Ye Olde Clue

It would be useful, but this supports a minimal subset, I think #

Quite probably yes :-)

However initially I thought I'd start off with trying to get single values right :-) (A single value can be a dict of course, but your point holds for arbitrary unrelated values)

I suspect the way to deal with that might be to do something like:

S = Store()
D = S.using("account_one", "account_two", "myaccount")
D["myaccount"].set(D["account_one"].value+D["account_two"].value)
D["account_one"].set(0)
D["account_two"].set(0)
D.commit()

Which seems pretty nice/simple. It'd be useful for the commit failure to indicate which value was broken by a concurrent update, but not necessary.

Context:

At present Kamaelia has something which tracks keys and values - primarily services ("where's the person who manages the pygame display?"). At present those are only really accessible by generator based components which means that key/value context is actually accessed in a single threaded way making services safe for non-threaded components.

However, making accessing that store safe from threads requires changing to something more advanced, either locking, or using STM. STM seems more in keeping with Kamaelia being generally lock-free.
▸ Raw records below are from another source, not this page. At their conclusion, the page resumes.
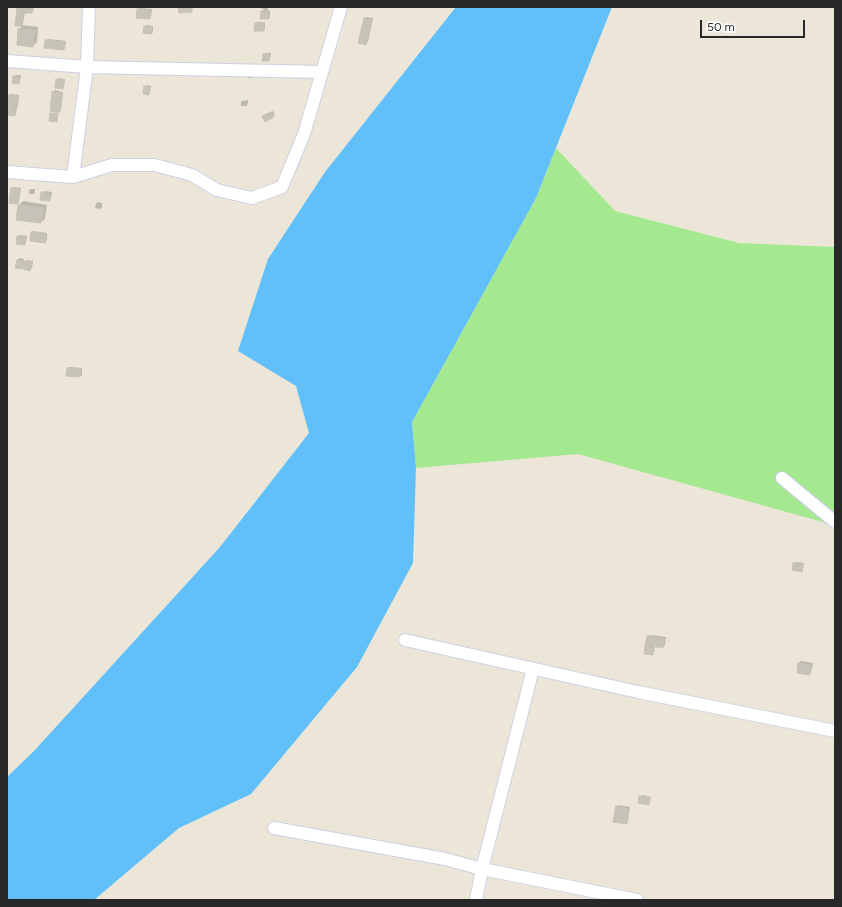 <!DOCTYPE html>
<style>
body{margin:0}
#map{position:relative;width:842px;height:907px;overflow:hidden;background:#ece6d8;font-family:Figtree,sans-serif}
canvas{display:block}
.frame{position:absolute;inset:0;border:8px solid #282828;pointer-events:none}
.scale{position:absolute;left:700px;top:20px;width:105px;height:18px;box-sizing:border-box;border:2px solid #282828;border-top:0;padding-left:5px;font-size:12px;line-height:14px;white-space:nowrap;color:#282828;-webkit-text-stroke:3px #fff;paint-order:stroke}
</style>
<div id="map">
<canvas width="842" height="907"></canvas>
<div class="frame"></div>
<div class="scale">50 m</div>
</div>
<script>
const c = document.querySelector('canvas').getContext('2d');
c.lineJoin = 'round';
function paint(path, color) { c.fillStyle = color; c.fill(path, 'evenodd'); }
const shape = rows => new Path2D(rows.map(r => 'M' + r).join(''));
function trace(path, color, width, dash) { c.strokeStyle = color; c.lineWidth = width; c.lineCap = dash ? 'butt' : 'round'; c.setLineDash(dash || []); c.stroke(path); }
const green = shape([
 [556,148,615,211,739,243,835,247,835,505,830,524,578,454,416,468,412,422,536,198]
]);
const water = shape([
 [456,7,612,7,536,198,412,422,416,468,413,563,357,667,251,794,179,828,94,900,7,900,7,777,34,751,220,547,309,433,296,386,238,351,268,259,325,172]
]);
const shadow = shape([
 [18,7,34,7,33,11,32,12,25,12,23,24,22,25,38,27,37,42,33,46,18,44,19,29,23,25,16,25],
 [262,7,269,7,267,10,270,11,270,17,268,18,262,12,264,9,262,9],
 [139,8,152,9,151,17,149,18,138,10],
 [366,17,373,18,368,42,366,44,365,18],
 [257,22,265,22,265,29,263,30,256,23],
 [146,25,153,26,153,31,151,33,145,27],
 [48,39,66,41,65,48,64,49,46,41],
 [265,53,271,53,270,58,269,60,264,55],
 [247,74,253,76,252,78,247,78],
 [16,75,21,75,20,81,19,83,14,76],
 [59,78,65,79,64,86,62,87,57,80],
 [146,85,151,86,150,93,148,94,145,87],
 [54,90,63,92,61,110,59,111,59,113,52,112,53,111,51,110,53,92],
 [11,94,19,95,18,106,17,107,16,114,14,115,8,109,11,107,9,95],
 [248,100,248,104,246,106,241,106,241,102,242,101],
 [273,111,275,114,266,120,265,115],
 [14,187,21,188,19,201,17,203,12,188],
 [31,189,35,189,35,193,33,194,29,194,29,190],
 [44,191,52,192,51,199,49,200,42,193],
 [23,201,47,205,45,219,41,222,17,219,19,205],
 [98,202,102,203,102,207,100,209,95,208,96,204],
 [33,231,47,233,47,240,45,242,32,232],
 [19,235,27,236,26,242,24,244,18,237],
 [19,258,24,259,24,262,27,260,33,261,32,268,30,270,24,265,21,268,16,267,18,260],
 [69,367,82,368,82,375,80,376,68,368],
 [796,562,804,563,803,569,801,571,794,563],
 [649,635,666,637,665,645,663,647,655,645,654,653,652,654,646,647,648,644,648,636],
 [801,661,813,663,811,672,810,674,798,672,799,663],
 [642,795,651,797,650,802,648,804,640,797],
 [618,805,630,807,628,821,626,823,617,807]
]);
const building = shape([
 [17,7,33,7,32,13,23,13,22,26,15,26,17,7],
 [178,7,192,7,192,12,179,13,178,7],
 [137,9,150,10,150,19,136,18,137,9],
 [261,11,269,12,269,19,260,19,261,11],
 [364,18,372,20,366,45,358,43,364,18],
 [255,23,264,23,264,31,254,31,255,23],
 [144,26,152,27,152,34,143,33,144,26],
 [18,29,35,30,33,47,17,45,18,29],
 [45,40,65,42,64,50,44,48,45,40],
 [263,54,270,55,269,61,262,61,263,54],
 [13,76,20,77,19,84,12,83,13,76],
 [56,79,64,80,63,89,55,88,56,79],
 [144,86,150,87,149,95,143,94,144,86],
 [52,92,62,93,60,112,50,111,52,92],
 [9,95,18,96,17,108,7,107,9,95],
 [8,109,15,109,15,116,7,115,8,109],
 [271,112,274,117,265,122,262,116,271,112],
 [50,113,58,114,57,122,49,121,50,113],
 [11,188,20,189,18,204,9,203,11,188],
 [41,192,51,194,50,201,40,200,41,192],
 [18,205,44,208,41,223,16,220,18,205],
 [31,232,46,234,45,243,30,241,31,232],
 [17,236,26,238,25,245,16,244,17,236],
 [17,260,23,261,22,269,15,268,17,260],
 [24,261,32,262,30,271,23,269,24,261],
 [67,368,81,369,80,377,66,376,67,368],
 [793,563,803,564,802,572,792,570,793,563],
 [647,636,665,639,663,648,645,645,647,636],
 [645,646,654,648,653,655,644,654,645,646],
 [798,663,811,665,810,675,797,673,798,663],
 [639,796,650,798,649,805,638,803,639,796],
 [616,806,629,809,627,824,613,822,616,806]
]);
const minor = shape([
 [7,61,87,67,322,72],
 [7,172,73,177,112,165,155,165,192,175,217,190,252,198,282,187,304,134,341,7],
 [73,177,87,67,89,7],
 [782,478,835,522],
 [405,640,638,692,835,731],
 [274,828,445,859,482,869,637,900],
 [476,900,482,869,533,669]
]);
paint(green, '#a4e88f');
paint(water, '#61c0f9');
paint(shadow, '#0003');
paint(building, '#c7c3b8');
trace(building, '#c8c2b2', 1);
trace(minor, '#ced0e3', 14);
trace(minor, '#fff', 12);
</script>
The way this store is currently used is exclusively in a single key/value lookup, which is why I was thinking of that first - though I can see to be more generally useful allowing multi-value updates would be useful :-)

> The tricky part is that other threads asking for the value should get
> the old value until the commit has been done - so you need to know
> which thread 'value' is being asked for from.

I think this approach deals with this naturally. cf:

    def get(self, key): # in Store
        return self.store[key].clone()
...
    def clone(self): # in Value
        return Value(self.version, self.value,self.store,self.key)
...
    def set(self, key, value):
        if not (self.store[key].version > value.version):
            self.store[key] = Value(value.version+1, value.value, self, key)
            value.version= value.version+1
        else:
            raise ConcurrentUpdate

This means that the value in 2 threads for the same checked out value names can be different, but they get warning of this when they try to commit.

eg suppose the following interleaving of commands:

S = Store()
D = S.using("account_one", "account_two", "myaccount")
D["myaccount"].set(D["account_one"].value+D["account_two"].value)
D["account_one"].set(0)
E = S.using("account_one", "myaccount")
E["myaccount"].set(E["myaccount"].value-100)
E["account_one"].set(100)
E.commit()
D["account_two"].set(0)
D.commit()

I did think that this would work with the current code but changing the value to something more complex - like this:

S = Store()
D = S.using("accounts")
D.set({"account_one":50, "account_two":100, "myaccount":0})
D.commit()
print "here"
S.dump()
X = D.value
X["myaccount"] = X["account_one"] + X["account_two"]
X["account_one"] = 0
X["account_two"] = 0
D.set(X)
D.commit()
S.dump()
print "Committed", D.value["myaccount"]

But in practice, because I'm not doing a copy here of self.value:

    def clone(self): # in Value
        return Value(self.version, self.value,self.store,self.key)

I end up with accidental concurrent access, which is easy to fix, for
moderately complex datatypes:

import copy
....
    def clone(self): # in Value
        return Value(self.version, copy.deepcopy(self.value),
                                              self.store, self.key)

As well as here:
    def set(self, key, value):
        if not (self.store[key].version > value.version):
            self.store[key] = Value(value.version+1,
                                    copy.deepcopy(value.value), self, key)
            value.version= value.version+1
        else:
            raise ConcurrentUpdate

If I do that, then the following code fails as would be expected:

S = Store()
D = S.using("accounts")
D.set({"account_one":50, "account_two":100, "myaccount":0})
D.commit() # First
S.dump()
X = D.value
X["myaccount"] = X["account_one"] + X["account_two"]
X["account_one"] = 0

E = S.using("accounts")
Y = E.value
Y["myaccount"] = Y["myaccount"]-100
Y["account_one"]= 100
E.set(Y)
E.commit() # Second
S.dump()

X["account_two"] = 0
D.set(X)
D.commit()  # Third
S.dump()
print "Committed", D.value["myaccount"]

Fails as follows:

accounts : Value(1, {'account_two': 100, 'myaccount': 0, 'account_one': 50})
accounts : Value(2, {'account_two': 100, 'myaccount': -100, 'account_one':
100})
Traceback (most recent call last):
  File "./NewSTM.py", line 70, in <module>
    D.commit()  # Third
  File "./NewSTM.py", line 20, in commit
    self.store.set(self.key, self)
  File "./NewSTM.py", line 37, in set
    raise ConcurrentUpdate
__main__.ConcurrentUpdate

(which is of course the error wanted - since we want to be able to detect failure)

It's probably useful to know for the more general approach you suggest. The more general approach is probably more generally useful after all :-)